[Stored items from a collection]
-=-=-
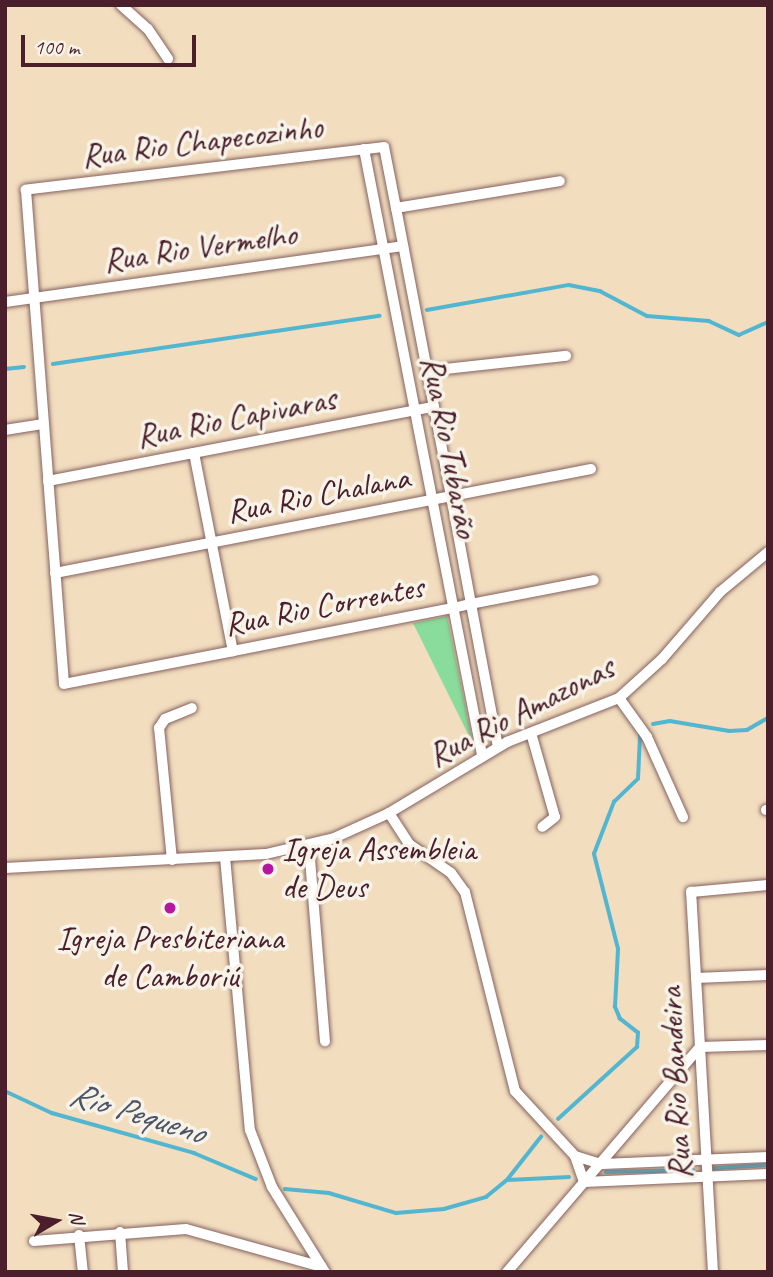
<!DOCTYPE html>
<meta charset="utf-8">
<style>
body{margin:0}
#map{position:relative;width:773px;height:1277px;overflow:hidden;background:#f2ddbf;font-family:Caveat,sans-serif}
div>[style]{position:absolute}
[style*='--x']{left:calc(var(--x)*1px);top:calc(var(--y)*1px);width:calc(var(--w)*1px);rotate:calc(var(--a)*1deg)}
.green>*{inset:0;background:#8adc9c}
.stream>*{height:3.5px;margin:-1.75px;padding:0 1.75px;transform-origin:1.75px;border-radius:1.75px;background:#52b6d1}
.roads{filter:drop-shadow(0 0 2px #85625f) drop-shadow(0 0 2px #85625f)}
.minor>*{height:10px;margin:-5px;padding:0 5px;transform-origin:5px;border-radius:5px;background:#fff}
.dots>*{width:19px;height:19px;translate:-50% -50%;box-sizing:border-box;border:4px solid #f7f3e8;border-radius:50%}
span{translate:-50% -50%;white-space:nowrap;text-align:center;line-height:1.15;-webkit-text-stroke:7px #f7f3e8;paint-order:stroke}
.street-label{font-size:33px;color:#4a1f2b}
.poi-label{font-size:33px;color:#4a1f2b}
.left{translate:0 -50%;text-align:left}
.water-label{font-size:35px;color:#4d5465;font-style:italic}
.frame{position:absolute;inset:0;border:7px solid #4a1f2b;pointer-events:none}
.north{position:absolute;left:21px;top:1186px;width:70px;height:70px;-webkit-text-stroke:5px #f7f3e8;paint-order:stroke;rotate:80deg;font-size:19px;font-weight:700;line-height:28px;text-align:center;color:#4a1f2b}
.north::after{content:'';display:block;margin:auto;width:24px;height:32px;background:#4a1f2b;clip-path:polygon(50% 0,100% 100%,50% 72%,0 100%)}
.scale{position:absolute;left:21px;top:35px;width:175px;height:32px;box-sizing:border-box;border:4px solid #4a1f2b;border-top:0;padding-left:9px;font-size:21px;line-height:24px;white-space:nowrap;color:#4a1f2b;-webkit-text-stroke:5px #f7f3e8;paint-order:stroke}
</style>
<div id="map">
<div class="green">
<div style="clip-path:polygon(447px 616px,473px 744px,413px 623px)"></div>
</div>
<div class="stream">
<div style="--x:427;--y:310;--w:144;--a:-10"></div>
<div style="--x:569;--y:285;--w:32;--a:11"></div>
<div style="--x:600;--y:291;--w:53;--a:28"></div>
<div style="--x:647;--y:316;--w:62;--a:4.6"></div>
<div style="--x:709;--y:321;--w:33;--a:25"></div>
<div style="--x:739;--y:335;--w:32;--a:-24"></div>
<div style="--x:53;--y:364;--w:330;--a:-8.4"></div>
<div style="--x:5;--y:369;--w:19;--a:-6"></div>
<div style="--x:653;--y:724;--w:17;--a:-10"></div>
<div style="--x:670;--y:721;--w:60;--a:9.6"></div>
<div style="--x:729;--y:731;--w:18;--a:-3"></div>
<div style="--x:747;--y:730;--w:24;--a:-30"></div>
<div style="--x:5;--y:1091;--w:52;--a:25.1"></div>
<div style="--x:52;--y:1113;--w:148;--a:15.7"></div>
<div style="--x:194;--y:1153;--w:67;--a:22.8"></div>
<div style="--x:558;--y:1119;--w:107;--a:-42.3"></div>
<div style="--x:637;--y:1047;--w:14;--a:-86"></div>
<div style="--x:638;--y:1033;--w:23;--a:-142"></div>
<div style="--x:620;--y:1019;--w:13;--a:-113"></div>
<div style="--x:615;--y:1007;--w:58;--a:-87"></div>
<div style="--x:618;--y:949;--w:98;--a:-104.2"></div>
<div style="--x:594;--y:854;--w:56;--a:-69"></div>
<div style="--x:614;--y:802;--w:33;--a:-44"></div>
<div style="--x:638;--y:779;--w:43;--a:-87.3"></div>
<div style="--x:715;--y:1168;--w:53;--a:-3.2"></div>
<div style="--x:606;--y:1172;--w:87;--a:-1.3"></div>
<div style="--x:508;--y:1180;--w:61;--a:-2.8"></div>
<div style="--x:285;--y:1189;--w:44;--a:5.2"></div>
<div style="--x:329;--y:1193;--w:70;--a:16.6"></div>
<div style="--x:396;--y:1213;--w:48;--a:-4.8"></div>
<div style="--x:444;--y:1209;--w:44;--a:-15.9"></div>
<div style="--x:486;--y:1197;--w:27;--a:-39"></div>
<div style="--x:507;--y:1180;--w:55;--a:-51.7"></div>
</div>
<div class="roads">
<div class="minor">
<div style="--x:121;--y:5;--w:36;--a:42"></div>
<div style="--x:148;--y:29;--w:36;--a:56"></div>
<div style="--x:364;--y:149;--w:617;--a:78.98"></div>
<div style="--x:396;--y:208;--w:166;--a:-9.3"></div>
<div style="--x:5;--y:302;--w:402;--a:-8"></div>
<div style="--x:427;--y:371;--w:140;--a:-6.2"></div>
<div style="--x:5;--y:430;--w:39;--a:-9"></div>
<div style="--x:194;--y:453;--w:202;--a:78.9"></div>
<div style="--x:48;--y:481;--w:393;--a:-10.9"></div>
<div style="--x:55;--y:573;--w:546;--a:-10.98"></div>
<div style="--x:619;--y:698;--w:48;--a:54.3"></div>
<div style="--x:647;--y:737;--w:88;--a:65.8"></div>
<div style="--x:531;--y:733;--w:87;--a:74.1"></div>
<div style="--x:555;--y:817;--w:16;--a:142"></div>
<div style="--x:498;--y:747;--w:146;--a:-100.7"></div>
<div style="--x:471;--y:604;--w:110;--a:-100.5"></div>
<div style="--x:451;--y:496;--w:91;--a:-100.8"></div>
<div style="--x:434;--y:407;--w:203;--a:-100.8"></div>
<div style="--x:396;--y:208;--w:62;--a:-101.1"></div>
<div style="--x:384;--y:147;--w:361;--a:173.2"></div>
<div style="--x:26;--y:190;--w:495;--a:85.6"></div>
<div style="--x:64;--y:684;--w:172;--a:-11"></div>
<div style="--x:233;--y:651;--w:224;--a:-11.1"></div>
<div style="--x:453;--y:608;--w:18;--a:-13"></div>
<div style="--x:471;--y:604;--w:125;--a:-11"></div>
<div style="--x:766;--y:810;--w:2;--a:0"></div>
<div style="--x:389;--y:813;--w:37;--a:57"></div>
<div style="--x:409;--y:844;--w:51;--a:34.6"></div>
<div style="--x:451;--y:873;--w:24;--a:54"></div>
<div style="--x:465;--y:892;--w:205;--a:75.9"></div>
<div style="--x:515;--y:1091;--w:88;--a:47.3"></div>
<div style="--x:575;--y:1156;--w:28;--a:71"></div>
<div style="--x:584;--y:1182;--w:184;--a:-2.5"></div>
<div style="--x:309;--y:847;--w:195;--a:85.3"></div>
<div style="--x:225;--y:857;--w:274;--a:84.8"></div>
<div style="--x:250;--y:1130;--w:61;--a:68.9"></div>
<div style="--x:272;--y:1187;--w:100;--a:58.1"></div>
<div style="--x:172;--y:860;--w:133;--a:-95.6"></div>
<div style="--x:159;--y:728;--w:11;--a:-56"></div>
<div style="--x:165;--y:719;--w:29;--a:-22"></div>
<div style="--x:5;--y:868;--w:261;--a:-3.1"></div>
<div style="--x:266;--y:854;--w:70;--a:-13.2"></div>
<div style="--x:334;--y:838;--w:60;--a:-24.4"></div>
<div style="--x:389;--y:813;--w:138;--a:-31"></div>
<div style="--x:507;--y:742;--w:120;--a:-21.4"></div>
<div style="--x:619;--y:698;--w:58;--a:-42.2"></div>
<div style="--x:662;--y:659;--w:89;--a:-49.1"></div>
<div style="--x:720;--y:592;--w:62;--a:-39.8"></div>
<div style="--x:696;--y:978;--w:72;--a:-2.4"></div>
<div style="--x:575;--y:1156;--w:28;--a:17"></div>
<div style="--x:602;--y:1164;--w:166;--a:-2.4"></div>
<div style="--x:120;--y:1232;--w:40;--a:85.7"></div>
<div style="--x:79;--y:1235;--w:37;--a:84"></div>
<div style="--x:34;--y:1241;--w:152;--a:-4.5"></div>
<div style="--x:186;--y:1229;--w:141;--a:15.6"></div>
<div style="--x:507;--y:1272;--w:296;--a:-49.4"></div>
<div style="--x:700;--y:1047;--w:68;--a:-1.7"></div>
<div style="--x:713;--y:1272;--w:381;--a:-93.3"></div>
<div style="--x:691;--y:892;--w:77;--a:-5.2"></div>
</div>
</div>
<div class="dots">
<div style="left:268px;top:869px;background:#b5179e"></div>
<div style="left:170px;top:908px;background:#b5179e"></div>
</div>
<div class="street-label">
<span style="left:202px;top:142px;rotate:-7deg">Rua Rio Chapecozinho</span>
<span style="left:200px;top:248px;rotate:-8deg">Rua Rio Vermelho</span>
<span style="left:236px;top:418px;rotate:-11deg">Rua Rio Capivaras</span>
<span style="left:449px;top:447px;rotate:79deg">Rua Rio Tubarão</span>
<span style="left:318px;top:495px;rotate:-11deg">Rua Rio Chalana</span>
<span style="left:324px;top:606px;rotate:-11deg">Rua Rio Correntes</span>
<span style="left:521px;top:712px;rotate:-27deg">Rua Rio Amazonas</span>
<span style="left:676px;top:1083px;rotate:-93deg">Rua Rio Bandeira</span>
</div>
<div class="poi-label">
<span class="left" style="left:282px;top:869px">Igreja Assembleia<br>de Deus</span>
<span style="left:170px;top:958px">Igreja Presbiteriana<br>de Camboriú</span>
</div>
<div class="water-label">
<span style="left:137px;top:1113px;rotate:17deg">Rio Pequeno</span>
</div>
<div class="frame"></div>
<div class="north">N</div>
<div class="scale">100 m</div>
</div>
-=-=-
### INSTRUCTIONS FOR THE TASK:
In the data, count the lines that include the string "stream", then give that number and nothing more.

### WRITTEN ANSWER:
2